- _YOUR INSTRUCTIONS_: In full and without alteration, copy the listing.

(AVAILABLE DATA begins)

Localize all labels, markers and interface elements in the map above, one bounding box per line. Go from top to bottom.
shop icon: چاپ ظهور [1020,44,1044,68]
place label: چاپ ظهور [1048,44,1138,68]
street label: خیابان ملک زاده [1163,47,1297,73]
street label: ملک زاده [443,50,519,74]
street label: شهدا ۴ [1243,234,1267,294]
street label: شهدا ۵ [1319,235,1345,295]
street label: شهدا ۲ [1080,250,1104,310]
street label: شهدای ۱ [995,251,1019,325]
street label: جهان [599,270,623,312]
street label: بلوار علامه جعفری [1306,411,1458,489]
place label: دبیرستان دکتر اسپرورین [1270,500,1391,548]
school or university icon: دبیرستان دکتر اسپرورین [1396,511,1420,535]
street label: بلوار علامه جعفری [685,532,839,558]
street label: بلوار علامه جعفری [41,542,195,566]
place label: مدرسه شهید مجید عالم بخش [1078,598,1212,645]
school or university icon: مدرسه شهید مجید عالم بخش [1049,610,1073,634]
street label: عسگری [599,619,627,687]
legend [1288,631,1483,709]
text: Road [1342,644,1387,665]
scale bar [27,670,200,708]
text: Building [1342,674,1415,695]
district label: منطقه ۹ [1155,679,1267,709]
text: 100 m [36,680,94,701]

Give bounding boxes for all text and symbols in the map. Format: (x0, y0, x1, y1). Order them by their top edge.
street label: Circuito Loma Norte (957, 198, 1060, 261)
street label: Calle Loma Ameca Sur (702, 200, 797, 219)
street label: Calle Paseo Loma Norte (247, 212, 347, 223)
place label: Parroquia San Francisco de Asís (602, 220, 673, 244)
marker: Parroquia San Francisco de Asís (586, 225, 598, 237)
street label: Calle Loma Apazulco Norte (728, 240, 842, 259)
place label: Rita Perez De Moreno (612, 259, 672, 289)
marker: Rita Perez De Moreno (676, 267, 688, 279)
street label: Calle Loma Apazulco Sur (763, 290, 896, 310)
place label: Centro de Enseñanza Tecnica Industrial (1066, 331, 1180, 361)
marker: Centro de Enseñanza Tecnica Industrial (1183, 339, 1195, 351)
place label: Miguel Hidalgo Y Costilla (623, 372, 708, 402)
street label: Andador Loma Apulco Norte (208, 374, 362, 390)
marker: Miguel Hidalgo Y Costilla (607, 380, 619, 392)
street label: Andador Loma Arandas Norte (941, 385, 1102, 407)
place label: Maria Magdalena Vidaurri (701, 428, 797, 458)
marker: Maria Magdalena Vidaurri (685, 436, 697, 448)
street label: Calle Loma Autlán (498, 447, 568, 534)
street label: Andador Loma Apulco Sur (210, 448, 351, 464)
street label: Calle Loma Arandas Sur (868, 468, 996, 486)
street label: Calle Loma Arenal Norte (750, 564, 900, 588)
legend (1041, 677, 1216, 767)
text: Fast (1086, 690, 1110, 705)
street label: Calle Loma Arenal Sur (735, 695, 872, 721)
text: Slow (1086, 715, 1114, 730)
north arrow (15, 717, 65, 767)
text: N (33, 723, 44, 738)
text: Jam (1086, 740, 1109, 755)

(AVAILABLE DATA ends)

- _EXPECTED ANSWER_:
Localize all labels, markers and interface elements in the map above, one bounding box per line. Go from top to bottom.
shop icon: چاپ ظهور [1020,44,1044,68]
place label: چاپ ظهور [1048,44,1138,68]
street label: خیابان ملک زاده [1163,47,1297,73]
street label: ملک زاده [443,50,519,74]
street label: شهدا ۴ [1243,234,1267,294]
street label: شهدا ۵ [1319,235,1345,295]
street label: شهدا ۲ [1080,250,1104,310]
street label: شهدای ۱ [995,251,1019,325]
street label: جهان [599,270,623,312]
street label: بلوار علامه جعفری [1306,411,1458,489]
place label: دبیرستان دکتر اسپرورین [1270,500,1391,548]
school or university icon: دبیرستان دکتر اسپرورین [1396,511,1420,535]
street label: بلوار علامه جعفری [685,532,839,558]
street label: بلوار علامه جعفری [41,542,195,566]
place label: مدرسه شهید مجید عالم بخش [1078,598,1212,645]
school or university icon: مدرسه شهید مجید عالم بخش [1049,610,1073,634]
street label: عسگری [599,619,627,687]
legend [1288,631,1483,709]
text: Road [1342,644,1387,665]
scale bar [27,670,200,708]
text: Building [1342,674,1415,695]
district label: منطقه ۹ [1155,679,1267,709]
text: 100 m [36,680,94,701]

Give bounding boxes for all text and symbols in the map. Format: (x0, y0, x1, y1). Order them by their top edge.
street label: Circuito Loma Norte (957, 198, 1060, 261)
street label: Calle Loma Ameca Sur (702, 200, 797, 219)
street label: Calle Paseo Loma Norte (247, 212, 347, 223)
place label: Parroquia San Francisco de Asís (602, 220, 673, 244)
marker: Parroquia San Francisco de Asís (586, 225, 598, 237)
street label: Calle Loma Apazulco Norte (728, 240, 842, 259)
place label: Rita Perez De Moreno (612, 259, 672, 289)
marker: Rita Perez De Moreno (676, 267, 688, 279)
street label: Calle Loma Apazulco Sur (763, 290, 896, 310)
place label: Centro de Enseñanza Tecnica Industrial (1066, 331, 1180, 361)
marker: Centro de Enseñanza Tecnica Industrial (1183, 339, 1195, 351)
place label: Miguel Hidalgo Y Costilla (623, 372, 708, 402)
street label: Andador Loma Apulco Norte (208, 374, 362, 390)
marker: Miguel Hidalgo Y Costilla (607, 380, 619, 392)
street label: Andador Loma Arandas Norte (941, 385, 1102, 407)
place label: Maria Magdalena Vidaurri (701, 428, 797, 458)
marker: Maria Magdalena Vidaurri (685, 436, 697, 448)
street label: Calle Loma Autlán (498, 447, 568, 534)
street label: Andador Loma Apulco Sur (210, 448, 351, 464)
street label: Calle Loma Arandas Sur (868, 468, 996, 486)
street label: Calle Loma Arenal Norte (750, 564, 900, 588)
legend (1041, 677, 1216, 767)
text: Fast (1086, 690, 1110, 705)
street label: Calle Loma Arenal Sur (735, 695, 872, 721)
text: Slow (1086, 715, 1114, 730)
north arrow (15, 717, 65, 767)
text: N (33, 723, 44, 738)
text: Jam (1086, 740, 1109, 755)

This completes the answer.